The last incident of this kind, in which I executed a premature judgment with a definite awareness of mind, occurred, according to my best calculations, in the summer of the year in which I was six years old, and brings back to me my mother’s voice calling through the kitchen window . . . calling across the fields, over the hedges, through the trees . . . calling desperately to whatever place I was lost in and could not be found . . . calling in the poignancy of a beautiful tone over-pitched in its anxiety . . . calling with the uncertain tremor that is attached to the airing of one’s private shame to the other open windows of the neighborhood, behind which halting housewives listen suspiciously and are anxious, in their jungle maternity, to gather little trickles of evidence that will establish flaws in their neighbors’ children and magnify virtues in their own . . . calling once, twice, a half a dozen times, into the indefinite spaces of the hot noon hours . . . calling plaintively with a combined crescendo of fatigue and alarm which the light vocal powers of a slender girl are not strong enough to support in an appropriate key:

“Len . . . errrrrrd! If you don’t come in now for dinner, you won’t get any pudding!”

The voice — or its echo — at last reached me. I stood where I was and listened. And something in my mind snapped, and awoke. And for the first time, standing in a field at the age of six, in one, wild, rapturous act of reasoned reflection, I knew that I had a mother! I knew that she was young, and was beautiful, and was my own.

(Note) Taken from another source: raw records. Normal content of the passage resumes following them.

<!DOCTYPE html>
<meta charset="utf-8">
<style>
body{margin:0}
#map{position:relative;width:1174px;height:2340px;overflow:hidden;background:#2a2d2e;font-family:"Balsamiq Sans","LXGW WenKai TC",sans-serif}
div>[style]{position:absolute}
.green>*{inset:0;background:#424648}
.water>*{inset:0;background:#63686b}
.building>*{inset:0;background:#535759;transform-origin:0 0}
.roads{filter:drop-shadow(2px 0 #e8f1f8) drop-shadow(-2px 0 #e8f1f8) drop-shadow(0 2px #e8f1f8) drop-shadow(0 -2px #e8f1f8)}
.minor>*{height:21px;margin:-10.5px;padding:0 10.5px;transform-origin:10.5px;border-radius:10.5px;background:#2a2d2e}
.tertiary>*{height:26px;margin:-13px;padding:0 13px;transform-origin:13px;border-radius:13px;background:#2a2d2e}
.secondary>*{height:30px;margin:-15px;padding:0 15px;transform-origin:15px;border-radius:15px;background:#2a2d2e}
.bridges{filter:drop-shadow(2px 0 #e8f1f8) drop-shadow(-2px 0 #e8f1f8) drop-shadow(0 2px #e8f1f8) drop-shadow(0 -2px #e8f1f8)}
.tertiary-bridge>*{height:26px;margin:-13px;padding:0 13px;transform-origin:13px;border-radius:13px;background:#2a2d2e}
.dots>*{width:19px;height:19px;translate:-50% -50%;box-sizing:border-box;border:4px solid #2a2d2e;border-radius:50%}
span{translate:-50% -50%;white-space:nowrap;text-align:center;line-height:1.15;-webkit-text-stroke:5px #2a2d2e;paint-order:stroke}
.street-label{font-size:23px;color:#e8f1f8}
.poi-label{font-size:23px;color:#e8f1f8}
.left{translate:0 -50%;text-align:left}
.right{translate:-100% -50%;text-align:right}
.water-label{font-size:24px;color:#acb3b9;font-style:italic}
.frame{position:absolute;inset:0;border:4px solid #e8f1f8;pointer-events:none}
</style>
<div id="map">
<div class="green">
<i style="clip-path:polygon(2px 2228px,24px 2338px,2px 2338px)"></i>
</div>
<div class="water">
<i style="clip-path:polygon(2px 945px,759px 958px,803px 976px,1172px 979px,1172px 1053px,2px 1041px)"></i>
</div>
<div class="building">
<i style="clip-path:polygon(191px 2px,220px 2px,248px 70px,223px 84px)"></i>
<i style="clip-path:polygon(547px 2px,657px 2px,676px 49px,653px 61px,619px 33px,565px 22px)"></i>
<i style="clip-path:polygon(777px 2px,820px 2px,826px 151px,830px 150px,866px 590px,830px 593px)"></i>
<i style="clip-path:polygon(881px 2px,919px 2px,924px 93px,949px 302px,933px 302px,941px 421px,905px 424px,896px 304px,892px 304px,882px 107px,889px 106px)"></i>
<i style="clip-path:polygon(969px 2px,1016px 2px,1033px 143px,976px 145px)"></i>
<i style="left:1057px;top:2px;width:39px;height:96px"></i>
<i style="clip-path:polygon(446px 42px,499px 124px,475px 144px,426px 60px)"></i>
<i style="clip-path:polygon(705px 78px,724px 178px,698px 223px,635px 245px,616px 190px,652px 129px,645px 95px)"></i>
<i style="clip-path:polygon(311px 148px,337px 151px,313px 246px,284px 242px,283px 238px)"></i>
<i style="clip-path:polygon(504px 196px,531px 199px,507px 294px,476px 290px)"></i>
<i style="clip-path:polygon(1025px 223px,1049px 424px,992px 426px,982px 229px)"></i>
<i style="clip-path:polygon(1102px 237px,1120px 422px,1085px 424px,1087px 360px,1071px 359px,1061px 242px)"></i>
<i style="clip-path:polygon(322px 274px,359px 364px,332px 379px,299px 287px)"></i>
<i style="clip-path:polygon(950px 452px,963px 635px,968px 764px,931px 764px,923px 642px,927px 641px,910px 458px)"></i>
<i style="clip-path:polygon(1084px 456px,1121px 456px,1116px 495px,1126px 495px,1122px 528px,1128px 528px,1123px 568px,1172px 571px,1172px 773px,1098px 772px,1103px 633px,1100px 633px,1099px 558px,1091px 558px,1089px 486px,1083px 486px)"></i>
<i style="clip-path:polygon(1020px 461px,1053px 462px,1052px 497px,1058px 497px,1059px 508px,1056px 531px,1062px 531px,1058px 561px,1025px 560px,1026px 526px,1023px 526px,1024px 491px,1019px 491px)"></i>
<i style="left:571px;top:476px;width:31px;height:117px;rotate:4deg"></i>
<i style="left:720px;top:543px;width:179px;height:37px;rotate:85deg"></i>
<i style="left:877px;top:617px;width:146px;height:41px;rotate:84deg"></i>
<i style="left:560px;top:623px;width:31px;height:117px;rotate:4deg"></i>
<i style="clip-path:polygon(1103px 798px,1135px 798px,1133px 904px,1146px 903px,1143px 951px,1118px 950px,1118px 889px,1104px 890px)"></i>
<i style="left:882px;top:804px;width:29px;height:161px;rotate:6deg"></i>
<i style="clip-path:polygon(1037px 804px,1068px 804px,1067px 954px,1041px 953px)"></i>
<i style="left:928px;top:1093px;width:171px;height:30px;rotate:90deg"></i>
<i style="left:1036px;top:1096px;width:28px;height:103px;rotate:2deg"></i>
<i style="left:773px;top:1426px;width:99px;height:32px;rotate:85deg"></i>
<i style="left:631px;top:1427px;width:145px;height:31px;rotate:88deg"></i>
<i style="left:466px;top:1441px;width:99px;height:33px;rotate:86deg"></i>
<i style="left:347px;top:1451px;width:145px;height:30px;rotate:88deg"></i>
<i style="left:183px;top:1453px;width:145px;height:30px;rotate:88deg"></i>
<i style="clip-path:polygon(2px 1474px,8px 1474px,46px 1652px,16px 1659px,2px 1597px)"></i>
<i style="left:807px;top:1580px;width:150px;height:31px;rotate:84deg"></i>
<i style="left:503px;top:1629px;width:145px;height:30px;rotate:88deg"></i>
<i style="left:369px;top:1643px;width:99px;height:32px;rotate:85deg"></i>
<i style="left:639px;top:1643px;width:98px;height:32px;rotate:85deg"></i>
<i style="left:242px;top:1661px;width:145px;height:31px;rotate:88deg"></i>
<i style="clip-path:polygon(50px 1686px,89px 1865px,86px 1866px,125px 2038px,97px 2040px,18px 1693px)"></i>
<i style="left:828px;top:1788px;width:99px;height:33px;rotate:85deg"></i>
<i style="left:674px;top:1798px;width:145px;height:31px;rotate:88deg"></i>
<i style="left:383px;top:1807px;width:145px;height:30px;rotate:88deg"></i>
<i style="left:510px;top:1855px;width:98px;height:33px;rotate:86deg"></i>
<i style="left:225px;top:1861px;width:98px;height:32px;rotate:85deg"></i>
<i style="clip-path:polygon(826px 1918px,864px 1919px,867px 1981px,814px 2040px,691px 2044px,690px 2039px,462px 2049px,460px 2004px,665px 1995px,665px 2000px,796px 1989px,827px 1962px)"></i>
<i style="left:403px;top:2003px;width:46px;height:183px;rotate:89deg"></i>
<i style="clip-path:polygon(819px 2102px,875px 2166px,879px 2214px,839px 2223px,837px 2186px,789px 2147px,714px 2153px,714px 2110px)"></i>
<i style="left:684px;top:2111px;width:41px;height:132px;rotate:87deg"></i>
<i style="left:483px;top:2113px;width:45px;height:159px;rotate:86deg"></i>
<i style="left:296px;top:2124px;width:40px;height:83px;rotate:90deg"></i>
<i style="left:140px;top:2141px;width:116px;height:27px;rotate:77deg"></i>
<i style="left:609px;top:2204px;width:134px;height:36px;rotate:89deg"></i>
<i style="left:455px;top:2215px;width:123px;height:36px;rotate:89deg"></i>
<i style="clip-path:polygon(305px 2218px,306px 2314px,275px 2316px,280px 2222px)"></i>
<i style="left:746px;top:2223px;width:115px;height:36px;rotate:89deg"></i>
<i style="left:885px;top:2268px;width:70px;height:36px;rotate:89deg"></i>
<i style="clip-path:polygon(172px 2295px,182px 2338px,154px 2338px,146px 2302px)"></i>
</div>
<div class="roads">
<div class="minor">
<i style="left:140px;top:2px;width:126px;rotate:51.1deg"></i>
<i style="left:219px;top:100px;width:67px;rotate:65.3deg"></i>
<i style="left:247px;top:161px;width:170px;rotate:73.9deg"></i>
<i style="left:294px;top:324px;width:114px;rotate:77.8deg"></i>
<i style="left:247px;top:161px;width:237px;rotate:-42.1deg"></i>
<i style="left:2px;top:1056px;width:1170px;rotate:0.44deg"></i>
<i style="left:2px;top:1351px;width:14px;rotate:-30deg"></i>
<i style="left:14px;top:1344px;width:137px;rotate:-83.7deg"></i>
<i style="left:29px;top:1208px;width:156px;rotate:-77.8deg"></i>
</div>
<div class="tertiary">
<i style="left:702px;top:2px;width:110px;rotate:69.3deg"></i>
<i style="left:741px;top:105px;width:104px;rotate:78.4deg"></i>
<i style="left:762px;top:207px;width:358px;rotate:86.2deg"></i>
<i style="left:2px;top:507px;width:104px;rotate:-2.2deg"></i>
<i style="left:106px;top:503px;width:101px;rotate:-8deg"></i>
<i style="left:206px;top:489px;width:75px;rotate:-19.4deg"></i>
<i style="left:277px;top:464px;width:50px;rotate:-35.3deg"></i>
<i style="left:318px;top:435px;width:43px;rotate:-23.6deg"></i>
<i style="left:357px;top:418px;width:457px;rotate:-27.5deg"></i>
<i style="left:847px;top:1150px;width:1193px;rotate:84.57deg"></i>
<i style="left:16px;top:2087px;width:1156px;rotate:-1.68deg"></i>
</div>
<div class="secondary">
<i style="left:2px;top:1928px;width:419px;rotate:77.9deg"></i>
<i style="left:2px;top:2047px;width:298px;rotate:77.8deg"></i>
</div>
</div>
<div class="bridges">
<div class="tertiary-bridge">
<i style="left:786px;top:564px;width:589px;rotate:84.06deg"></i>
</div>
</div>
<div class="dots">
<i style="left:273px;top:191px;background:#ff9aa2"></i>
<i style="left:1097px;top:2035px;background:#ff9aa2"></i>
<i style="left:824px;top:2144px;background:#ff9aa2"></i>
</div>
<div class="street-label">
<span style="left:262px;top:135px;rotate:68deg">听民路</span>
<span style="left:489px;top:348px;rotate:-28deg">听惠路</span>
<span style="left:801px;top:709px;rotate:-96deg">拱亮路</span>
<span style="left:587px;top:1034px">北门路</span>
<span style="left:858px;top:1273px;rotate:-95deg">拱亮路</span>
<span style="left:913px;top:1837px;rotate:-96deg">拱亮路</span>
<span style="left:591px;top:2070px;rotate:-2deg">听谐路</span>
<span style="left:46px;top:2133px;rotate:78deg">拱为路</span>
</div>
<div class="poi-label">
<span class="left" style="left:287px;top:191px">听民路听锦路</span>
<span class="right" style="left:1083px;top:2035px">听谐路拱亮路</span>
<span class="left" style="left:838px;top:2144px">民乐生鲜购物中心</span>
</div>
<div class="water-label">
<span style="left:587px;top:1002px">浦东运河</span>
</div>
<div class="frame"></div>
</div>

I knew that it was her business — and had been hitherto, though I had not consciously noticed it — to feed me, clothe me, and spend her life in my service. I knew that she worked too hard. I knew that she hated to call through the open window in this fashion and to make herself conspicuous for the open gossip of the street, for she had great pride. I also knew, with a startling realization, hitherto unappreciated, that we were poor. Pudding was only a piece of stale cake with sauce on it, yet this was to be my reward or punishment. Pudding for the poor!

These were the apocalypses of my early childhood.